WORK REQUEST -> Include in the reply only the lines from the start of the data below through the line containing "width:36px; height:36px; display:grid;", reproduced exactly and with no pictures.

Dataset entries
== Segment start ==

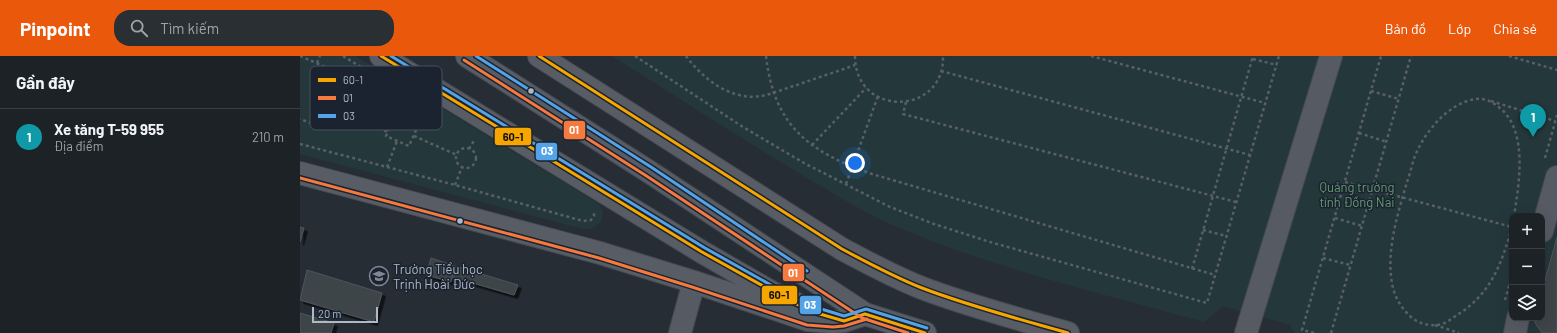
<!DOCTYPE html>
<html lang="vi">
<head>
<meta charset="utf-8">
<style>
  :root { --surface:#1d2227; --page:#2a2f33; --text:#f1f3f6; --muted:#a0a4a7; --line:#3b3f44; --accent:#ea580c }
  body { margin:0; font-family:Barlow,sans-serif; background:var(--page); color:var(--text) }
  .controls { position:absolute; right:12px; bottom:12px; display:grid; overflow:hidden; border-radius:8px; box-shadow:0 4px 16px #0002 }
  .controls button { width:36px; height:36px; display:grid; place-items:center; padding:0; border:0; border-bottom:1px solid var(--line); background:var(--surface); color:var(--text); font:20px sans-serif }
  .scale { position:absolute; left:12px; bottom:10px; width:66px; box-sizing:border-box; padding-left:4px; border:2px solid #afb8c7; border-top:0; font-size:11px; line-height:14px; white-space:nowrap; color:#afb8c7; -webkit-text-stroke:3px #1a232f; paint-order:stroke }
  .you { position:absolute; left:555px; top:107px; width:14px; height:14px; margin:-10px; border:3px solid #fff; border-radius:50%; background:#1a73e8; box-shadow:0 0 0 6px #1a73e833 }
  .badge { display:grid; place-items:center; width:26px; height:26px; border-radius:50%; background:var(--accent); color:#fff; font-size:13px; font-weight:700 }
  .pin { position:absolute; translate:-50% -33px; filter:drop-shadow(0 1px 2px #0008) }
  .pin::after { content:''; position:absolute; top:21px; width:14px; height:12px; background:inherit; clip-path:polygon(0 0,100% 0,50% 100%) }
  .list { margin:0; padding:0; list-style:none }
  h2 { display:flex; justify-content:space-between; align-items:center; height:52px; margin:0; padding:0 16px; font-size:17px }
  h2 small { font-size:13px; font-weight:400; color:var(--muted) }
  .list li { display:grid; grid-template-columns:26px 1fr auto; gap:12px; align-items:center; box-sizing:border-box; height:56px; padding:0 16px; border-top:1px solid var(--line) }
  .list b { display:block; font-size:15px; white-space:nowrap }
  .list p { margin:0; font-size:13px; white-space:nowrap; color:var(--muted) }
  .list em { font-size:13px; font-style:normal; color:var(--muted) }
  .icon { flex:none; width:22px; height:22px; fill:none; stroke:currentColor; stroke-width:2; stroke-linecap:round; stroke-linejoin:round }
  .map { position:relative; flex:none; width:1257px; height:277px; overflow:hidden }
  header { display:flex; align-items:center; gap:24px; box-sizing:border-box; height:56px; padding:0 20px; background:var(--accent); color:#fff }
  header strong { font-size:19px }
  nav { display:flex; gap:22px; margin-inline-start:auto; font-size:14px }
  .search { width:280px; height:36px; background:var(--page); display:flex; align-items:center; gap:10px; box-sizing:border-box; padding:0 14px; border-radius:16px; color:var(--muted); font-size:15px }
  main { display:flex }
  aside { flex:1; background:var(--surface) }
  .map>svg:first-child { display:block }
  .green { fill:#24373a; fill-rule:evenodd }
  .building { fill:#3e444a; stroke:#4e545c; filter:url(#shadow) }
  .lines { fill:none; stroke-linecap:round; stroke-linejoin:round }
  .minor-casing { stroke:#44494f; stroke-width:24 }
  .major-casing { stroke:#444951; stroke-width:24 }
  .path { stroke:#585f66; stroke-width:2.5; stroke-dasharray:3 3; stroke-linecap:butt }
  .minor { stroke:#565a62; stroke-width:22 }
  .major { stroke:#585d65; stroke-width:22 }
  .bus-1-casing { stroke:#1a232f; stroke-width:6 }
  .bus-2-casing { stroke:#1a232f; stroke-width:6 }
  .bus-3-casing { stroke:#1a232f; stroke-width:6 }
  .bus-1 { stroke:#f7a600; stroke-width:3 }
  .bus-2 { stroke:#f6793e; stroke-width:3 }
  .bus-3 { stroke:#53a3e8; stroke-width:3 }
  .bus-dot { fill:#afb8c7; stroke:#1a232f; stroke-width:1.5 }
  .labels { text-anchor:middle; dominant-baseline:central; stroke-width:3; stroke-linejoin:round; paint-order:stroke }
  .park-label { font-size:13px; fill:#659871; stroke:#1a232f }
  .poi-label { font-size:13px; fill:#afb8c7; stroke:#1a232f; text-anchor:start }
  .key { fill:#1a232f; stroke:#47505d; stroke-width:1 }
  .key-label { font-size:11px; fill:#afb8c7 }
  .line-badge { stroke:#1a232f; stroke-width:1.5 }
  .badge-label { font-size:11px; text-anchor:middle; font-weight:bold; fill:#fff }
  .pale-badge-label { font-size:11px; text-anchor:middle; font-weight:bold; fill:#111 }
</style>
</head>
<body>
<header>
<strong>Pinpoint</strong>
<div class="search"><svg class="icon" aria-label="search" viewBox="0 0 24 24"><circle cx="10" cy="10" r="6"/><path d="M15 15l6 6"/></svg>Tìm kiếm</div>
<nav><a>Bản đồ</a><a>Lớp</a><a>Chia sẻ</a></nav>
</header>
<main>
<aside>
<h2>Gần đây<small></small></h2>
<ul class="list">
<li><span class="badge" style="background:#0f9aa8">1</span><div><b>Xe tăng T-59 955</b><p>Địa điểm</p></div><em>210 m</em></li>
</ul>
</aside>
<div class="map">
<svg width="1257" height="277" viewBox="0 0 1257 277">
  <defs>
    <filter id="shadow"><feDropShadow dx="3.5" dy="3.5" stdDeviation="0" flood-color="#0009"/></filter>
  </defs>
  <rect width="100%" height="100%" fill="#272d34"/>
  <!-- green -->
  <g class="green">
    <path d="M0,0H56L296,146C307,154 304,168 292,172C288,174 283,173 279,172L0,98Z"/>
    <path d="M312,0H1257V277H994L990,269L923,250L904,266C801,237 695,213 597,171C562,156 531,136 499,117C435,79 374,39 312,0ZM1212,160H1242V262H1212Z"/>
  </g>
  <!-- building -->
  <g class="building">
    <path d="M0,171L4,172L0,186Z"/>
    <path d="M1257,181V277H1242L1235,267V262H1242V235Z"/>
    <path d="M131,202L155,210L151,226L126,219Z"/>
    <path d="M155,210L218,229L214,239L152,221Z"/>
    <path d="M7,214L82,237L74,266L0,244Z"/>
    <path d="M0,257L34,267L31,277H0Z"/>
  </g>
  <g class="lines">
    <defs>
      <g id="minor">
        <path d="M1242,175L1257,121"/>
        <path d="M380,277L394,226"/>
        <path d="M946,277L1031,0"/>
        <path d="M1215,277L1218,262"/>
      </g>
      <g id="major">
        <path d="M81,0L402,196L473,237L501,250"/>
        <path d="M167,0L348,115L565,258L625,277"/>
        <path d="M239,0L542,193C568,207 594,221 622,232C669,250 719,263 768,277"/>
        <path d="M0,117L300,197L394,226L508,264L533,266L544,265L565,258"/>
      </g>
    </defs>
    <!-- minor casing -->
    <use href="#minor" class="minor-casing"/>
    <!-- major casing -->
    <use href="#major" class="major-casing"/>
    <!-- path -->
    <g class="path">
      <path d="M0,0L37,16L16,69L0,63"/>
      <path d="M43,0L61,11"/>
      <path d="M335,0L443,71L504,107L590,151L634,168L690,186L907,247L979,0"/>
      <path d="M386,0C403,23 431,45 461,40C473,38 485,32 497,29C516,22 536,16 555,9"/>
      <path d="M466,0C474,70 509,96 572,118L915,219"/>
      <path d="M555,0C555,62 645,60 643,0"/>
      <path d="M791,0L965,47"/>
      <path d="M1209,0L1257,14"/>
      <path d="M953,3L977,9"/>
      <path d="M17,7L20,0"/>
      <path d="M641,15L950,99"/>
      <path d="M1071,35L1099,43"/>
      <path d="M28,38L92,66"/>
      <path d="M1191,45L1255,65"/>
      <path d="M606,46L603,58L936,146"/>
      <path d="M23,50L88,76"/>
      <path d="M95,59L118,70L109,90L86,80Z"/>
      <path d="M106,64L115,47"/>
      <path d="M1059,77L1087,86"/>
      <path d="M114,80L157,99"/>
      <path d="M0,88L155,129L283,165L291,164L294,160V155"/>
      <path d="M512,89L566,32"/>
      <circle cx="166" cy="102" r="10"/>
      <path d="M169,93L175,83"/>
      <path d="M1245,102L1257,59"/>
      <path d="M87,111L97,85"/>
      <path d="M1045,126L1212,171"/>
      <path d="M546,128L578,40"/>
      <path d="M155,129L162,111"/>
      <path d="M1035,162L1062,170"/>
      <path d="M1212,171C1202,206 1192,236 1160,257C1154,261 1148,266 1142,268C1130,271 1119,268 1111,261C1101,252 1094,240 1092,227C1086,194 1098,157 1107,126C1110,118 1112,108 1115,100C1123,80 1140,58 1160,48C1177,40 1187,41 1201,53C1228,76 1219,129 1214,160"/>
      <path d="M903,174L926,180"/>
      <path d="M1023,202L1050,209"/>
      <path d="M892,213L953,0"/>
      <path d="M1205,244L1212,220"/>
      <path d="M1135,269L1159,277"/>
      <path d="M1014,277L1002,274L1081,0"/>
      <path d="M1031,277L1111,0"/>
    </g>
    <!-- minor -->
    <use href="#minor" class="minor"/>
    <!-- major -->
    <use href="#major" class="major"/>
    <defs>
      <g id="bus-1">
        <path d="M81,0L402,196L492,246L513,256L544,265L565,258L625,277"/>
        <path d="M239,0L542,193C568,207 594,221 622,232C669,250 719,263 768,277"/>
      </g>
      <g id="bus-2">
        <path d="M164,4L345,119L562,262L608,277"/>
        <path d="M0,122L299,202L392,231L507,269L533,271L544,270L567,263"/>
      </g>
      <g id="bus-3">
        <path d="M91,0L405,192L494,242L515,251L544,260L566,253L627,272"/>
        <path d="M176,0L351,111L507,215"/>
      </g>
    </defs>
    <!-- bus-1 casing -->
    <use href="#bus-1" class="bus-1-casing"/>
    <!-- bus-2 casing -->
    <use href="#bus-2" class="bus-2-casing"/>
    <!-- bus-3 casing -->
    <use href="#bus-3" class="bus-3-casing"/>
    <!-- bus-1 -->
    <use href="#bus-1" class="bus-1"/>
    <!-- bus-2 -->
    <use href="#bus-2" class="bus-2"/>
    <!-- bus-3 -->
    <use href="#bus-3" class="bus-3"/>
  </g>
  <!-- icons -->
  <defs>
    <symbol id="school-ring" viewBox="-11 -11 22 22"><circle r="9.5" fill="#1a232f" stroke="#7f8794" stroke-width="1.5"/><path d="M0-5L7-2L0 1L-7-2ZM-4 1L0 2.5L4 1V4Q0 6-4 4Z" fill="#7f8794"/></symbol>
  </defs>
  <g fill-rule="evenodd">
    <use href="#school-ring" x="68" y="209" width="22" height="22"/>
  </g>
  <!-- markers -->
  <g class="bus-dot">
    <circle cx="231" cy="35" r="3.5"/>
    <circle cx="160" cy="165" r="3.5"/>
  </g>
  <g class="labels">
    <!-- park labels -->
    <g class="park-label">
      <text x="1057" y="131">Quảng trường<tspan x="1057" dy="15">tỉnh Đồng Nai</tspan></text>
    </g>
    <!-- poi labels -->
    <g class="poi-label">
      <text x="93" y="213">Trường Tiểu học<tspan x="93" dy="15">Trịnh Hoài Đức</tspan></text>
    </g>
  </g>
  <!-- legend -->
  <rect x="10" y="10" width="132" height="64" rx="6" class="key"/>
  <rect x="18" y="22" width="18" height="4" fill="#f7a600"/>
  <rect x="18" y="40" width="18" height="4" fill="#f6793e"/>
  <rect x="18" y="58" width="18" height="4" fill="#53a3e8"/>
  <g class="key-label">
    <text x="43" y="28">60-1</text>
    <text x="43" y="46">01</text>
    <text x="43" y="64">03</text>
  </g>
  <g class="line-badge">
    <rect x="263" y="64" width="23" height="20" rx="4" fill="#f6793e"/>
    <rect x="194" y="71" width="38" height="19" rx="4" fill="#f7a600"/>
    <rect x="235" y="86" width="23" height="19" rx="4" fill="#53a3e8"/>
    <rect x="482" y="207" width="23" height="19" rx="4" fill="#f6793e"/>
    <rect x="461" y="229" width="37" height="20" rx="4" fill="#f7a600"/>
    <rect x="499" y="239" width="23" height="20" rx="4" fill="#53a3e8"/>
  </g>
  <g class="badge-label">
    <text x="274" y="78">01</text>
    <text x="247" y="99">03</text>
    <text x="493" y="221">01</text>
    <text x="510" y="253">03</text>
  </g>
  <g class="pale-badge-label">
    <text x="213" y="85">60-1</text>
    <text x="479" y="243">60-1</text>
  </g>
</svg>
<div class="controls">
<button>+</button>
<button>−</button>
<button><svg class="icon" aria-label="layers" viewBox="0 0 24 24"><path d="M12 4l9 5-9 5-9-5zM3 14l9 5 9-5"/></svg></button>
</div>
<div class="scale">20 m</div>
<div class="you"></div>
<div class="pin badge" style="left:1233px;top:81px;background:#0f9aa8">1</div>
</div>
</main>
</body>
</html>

== Segment end ==

THE COMPLETED TASK ->
<!DOCTYPE html>
<html lang="vi">
<head>
<meta charset="utf-8">
<style>
  :root { --surface:#1d2227; --page:#2a2f33; --text:#f1f3f6; --muted:#a0a4a7; --line:#3b3f44; --accent:#ea580c }
  body { margin:0; font-family:Barlow,sans-serif; background:var(--page); color:var(--text) }
  .controls { position:absolute; right:12px; bottom:12px; display:grid; overflow:hidden; border-radius:8px; box-shadow:0 4px 16px #0002 }
  .controls button { width:36px; height:36px; display:grid; place-items:center; padding:0; border:0; border-bottom:1px solid var(--line); background:var(--surface); color:var(--text); font:20px sans-serif }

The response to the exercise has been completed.